Esa disposición a lo malo, decadente o tan comercial que apesta a aceite quemado se etiqueta con aquello del "placer culpable", pero también se vincula con la curiosidad por el objeto de lo que todo el mundo habla, para bien o para mal.
- ¡El fenómeno! - gritó alguien y la gente aplaudió.
Es la faz del capitalismo interiorizado: consumir compartidamente.
- Todos los niños lo tienen, tus padres habrán de comprártelo.
La necesidad de participar en modas o compras masivas explica mejor los dividendos de "Cincuenta Sombras de Grey" que todo lo que cuenta o deja de contar esa cochambre literaria. A medio camino entre levantar el morbo del personal y la anulación de cualquier opinión autónoma del comprador, se hace el negocio de la década.
Aún así, Hollywood no quiere que "Cincuenta Sombras de Grey" sea el hit de 2015. Quiere que sea uno de los cincuenta hits de 2015.
A razón de capitalismo salvaje, unos productos tienen que hacer sitio a otros, de manera sucesiva e imparable. No importa que se note el croma, el bebé de plástico o que los dos actores merezcan ser lapidados a Razzies, el próximo fin de semana estrenamos otra y el mundo entero irá a verla.
¿Por qué el mundo entero va a verla?, se preguntan curiosos y afectados.
Sería preguntar por qué son el Imperio, por qué renuevan su influencia en imágenes, sonidos y estilos, por qué marcan el paso en tantísimas cosas.
Por qué han hecho que las palabras, los sentimientos, las declaraciones de cualquier tipo suenen mejor en inglés.
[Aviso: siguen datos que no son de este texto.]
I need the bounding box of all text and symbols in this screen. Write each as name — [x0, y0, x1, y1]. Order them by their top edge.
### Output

El otro día leí a una de las fans del señor Christian Grey defender la saga, refiriéndose a ella como "Fifty".
Y yo estuve a punto de titular este post como "American Persuasion", porque pensé, en un principio, que quedaba mejor.
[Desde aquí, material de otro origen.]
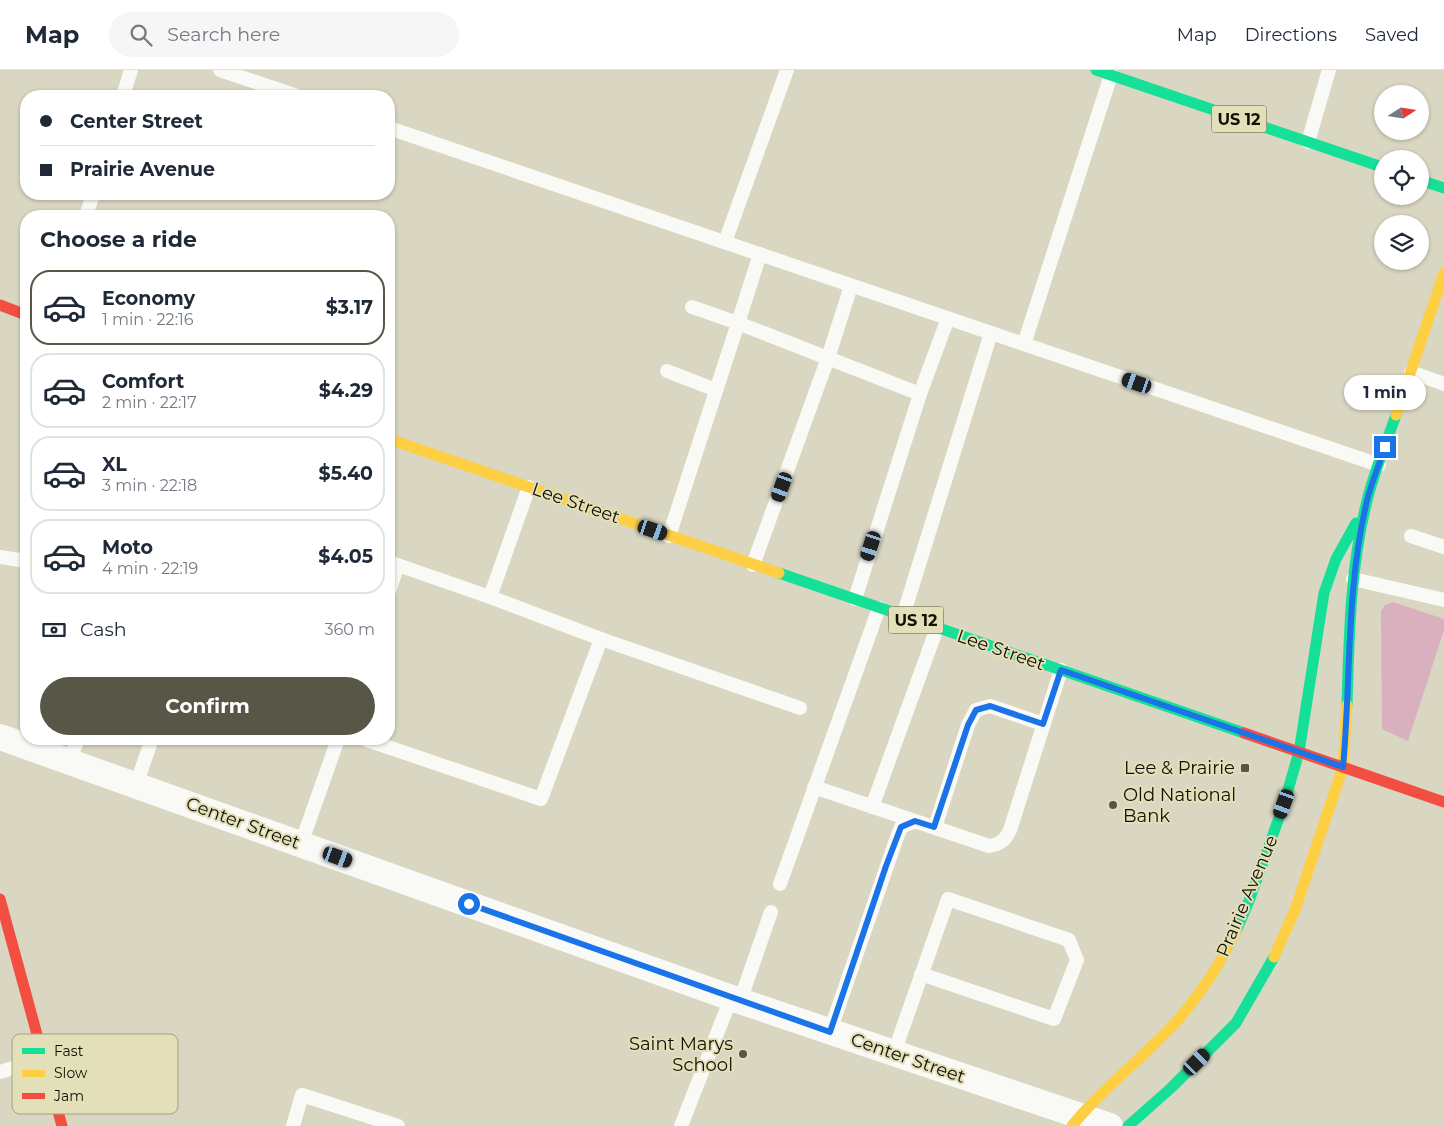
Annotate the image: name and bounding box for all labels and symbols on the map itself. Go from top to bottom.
north arrow [1374,85,1429,140]
road number: US 12 [1212,106,1266,132]
car [1120,371,1153,395]
callout: 1 min [1344,374,1426,410]
route end [1374,436,1396,458]
car [769,470,794,504]
street label: Lee Street [529,478,623,528]
car [636,518,669,542]
car [859,529,882,563]
road number: US 12 [888,606,944,634]
street label: Lee Street [954,625,1048,675]
place label: Lee & Prairie [1124,757,1235,779]
marker: Lee & Prairie [1239,762,1251,774]
place label: Old National Bank [1123,784,1236,827]
car [1271,787,1296,821]
street label: Center Street [183,792,303,854]
marker: Old National Bank [1107,799,1119,811]
street label: Prairie Avenue [1211,832,1283,960]
car [321,845,354,869]
route start [458,893,480,915]
street label: Center Street [848,1028,968,1088]
place label: Saint Marys School [629,1033,733,1076]
legend [12,1034,178,1114]
text: Fast [54,1042,84,1060]
car [1181,1046,1212,1078]
marker: Saint Marys School [737,1048,749,1060]
text: Slow [54,1064,88,1082]
text: Jam [53,1087,84,1105]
El Imperio se fundamenta en opresión y dominio, sí, pero también en la perpetua venta de sus insinuantes marcas, firmas, sonoridades y sagas.
Esos nombres que se enredan en caligrafías glamourosas, en fondos con colores básicos, en promesas de esplendor. Somos mejores que tu pueblo, somos mejores que tú, ven hacia la luz de los más guays del planeta.
No será el producto en sí lo que de el puñetazo definitivo, sino el paquete, la sobreexposición y, en películas y libros, la continuación.
Todos los "fenómenos" - incluido ese "Fifty" - tienen varios capítulos y se disparan a lo largo de los años para acrecentar aún más el beneficio. En tiempos recientes, hasta la adaptación fílmica de la última parte prefiere dividirse en dos.
Los seguidores se sienten satisfechos del mismo modo que yo me siento complacido cuando hinco los dientes en una Whopper. Nadie te engaña: comes justo lo que has pagado.
Y si nos ponemos bordes, también tienes lo que te mereces. El sabor del capitalismo, el gusto por el envase y el olor de la nada. American persuasion.
Lo rodamos de día, pero es de noche porque lo digo yo.
Ejemplo socorrido de persuasión americana es una película de los ochenta: "Oficial y Caballero", por entonces el no va más de lo picante, que arrasó comercialmente.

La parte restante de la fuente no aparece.